Monday, December 8, 2008

A Relationship of 3: Faith, Theology, & Philosophy

As I continue marching towards the end of this book, Graven Ideologies by Bruce Benson (I've had to stop and start due to exams and stuff) I reached some stuff on Martin Heidegger, faith, theology and philosophy. I'm just gonna write an excerpt below:

"Faith is the lived experience of the Christian believer, mediated by revelation and Christian history. Theology is "the science that faith motivates and justifies" (Heidegger, Pathmarks, 1998). Thus the task of theology is to understand the experience of faith. Faith is the content and theology merely supplies the form. Now, "if faith would totally oppose a conceptual interpretation, then theology would be a thoroughly inappropriate means of grasping its object, faith" (Heidegger, Pathmarks, 1998). Yet Heidegger clearly thinks that faith does not oppose (and should not oppose) the attempt of theology to make sense of faith. For faith needs the "formation" supplied by theology." pg 184.

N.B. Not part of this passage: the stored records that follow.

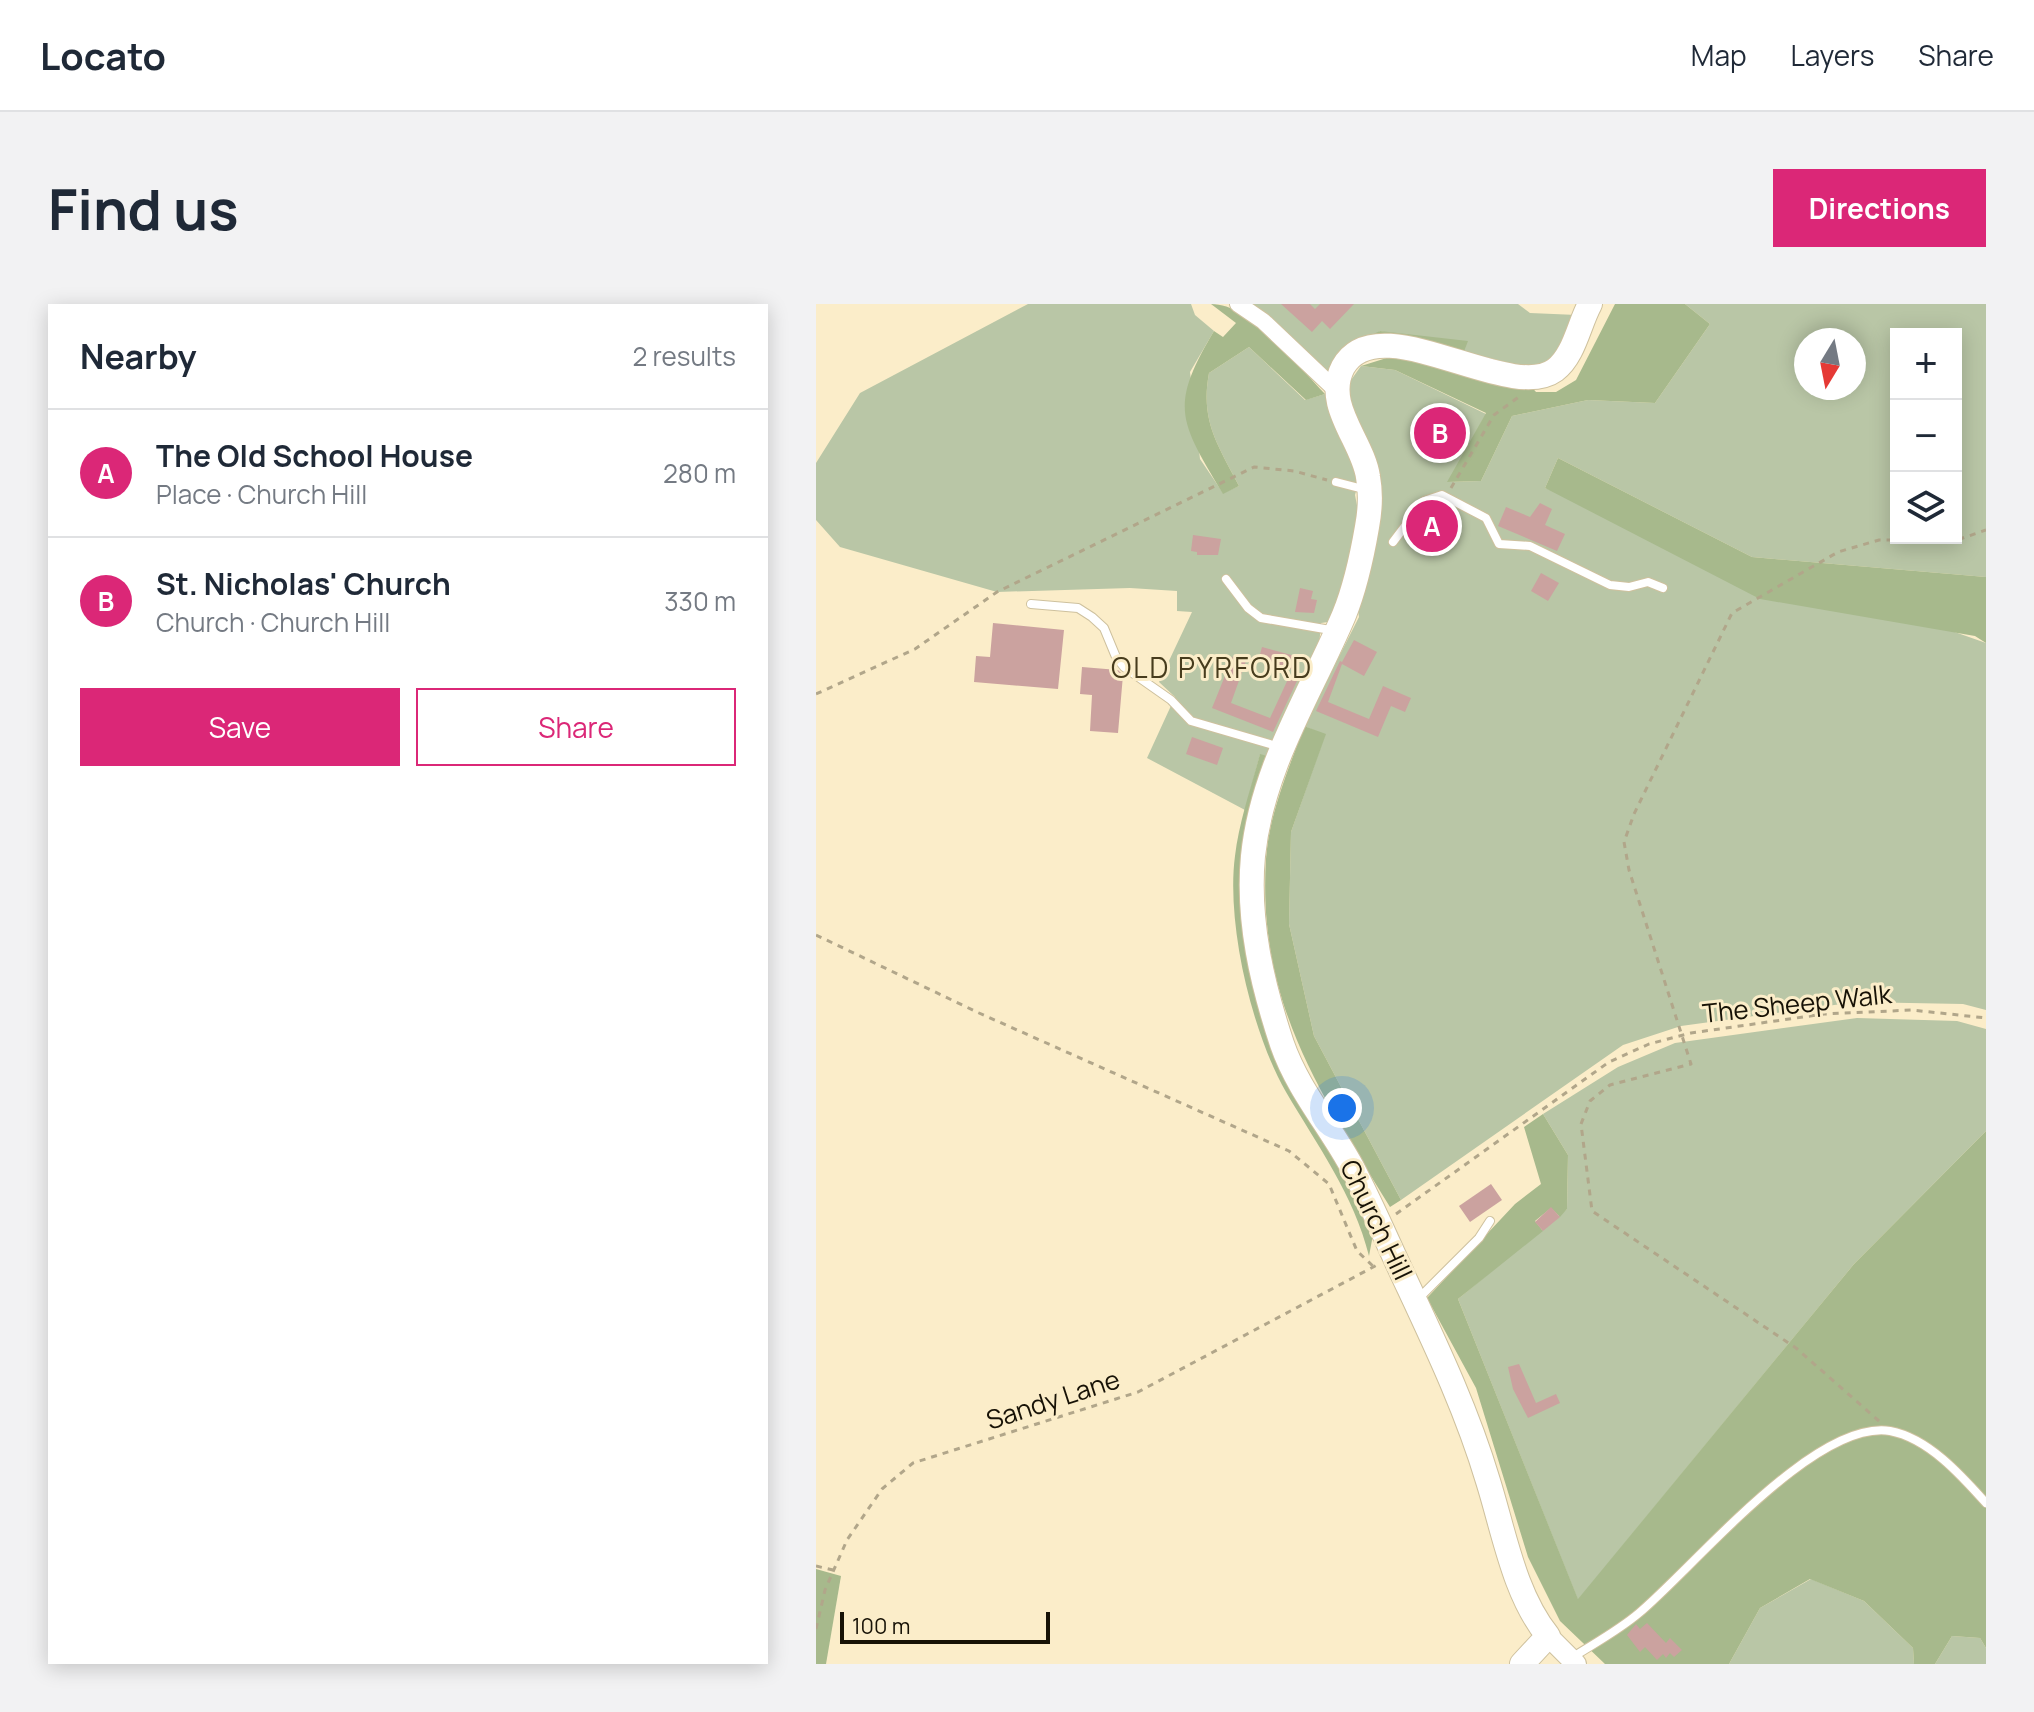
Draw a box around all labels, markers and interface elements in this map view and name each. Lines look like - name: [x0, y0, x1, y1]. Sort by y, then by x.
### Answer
- text: Locato: [40, 29, 166, 81]
- text: Map: [1691, 36, 1747, 74]
- text: Layers: [1791, 36, 1874, 74]
- text: Share: [1918, 36, 1994, 74]
- button: Directions: [1773, 169, 1986, 247]
- text: Find us: [48, 170, 239, 247]
- north arrow: [1794, 328, 1866, 400]
- map controls: [1890, 328, 1962, 544]
- button: +: [1890, 328, 1962, 400]
- text: Nearby: [80, 333, 196, 379]
- text: 2 results: [632, 338, 736, 374]
- button: −: [1890, 400, 1962, 472]
- pin: B: [1414, 403, 1466, 463]
- text: The Old School House: [156, 435, 473, 476]
- text: A: [97, 455, 115, 491]
- text: 280 m: [663, 455, 736, 491]
- button: layers: [1890, 472, 1962, 544]
- text: Place · Church Hill: [156, 476, 367, 512]
- pin: A: [1406, 496, 1458, 556]
- text: St. Nicholas' Church: [156, 563, 451, 604]
- text: B: [98, 583, 114, 619]
- text: 330 m: [664, 583, 736, 619]
- text: Church · Church Hill: [156, 604, 390, 640]
- district label: OLD PYRFORD: [1111, 648, 1313, 686]
- button: Save: [80, 688, 400, 766]
- button: Share: [416, 688, 736, 766]
- street label: The Sheep Walk: [1701, 975, 1894, 1031]
- your location: [1322, 1088, 1362, 1128]
- street label: Church Hill: [1332, 1153, 1421, 1286]
- street label: Sandy Lane: [981, 1361, 1124, 1438]
- scale bar: [840, 1608, 1050, 1644]
- text: 100 m: [852, 1611, 910, 1641]

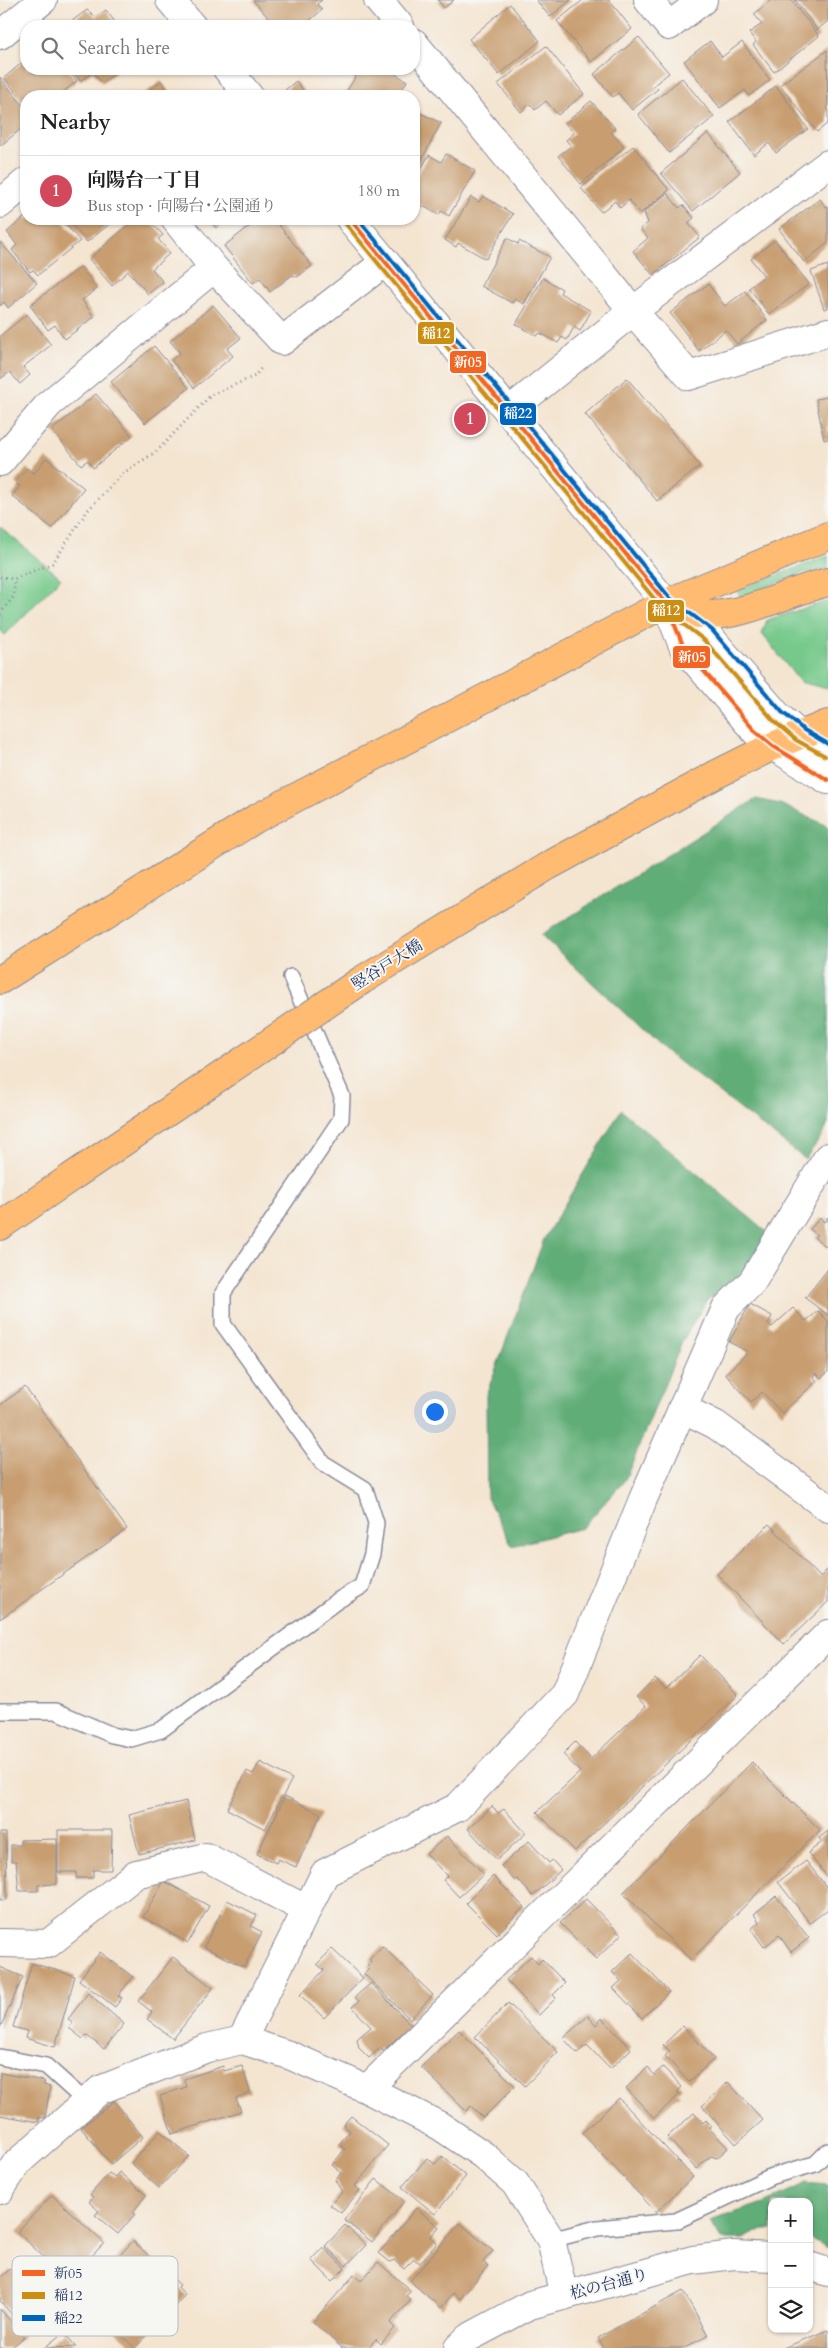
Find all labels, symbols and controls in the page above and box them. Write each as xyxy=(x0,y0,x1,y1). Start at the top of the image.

So then what of philosophy? How does that come into the mix? Benson writes that he see's at least two roles that Heidegger outlines. Firstly, it helps us understand the experience of faith. There are some things that remain particular to Christian faith - i.e. guilt. He believes that philosophy can explain a more general human experience of guilt (as opposed to the particular) that does not replace the faith experience, but creates a larger experiential context and broader understanding.

Secondly, theology is not a philosophy-free zone. Heidegger points out that theology is founded in faith, but it also use what he calls "free operations of reason" which by Benson's read lends itself towards philosophy (perhaps more specifically, metaphysics). But this "free operations of reason" is not some disembodied logic that seeks to disemble theology, but corrective reasoning that clarifies theology.

So all up faith experience is the content, theology is the form that is founded in faith and draws from reason, philosophy supplies this reason and is able to provide a corrective by being able to observe the more general human experience rather than just the particular faith experience.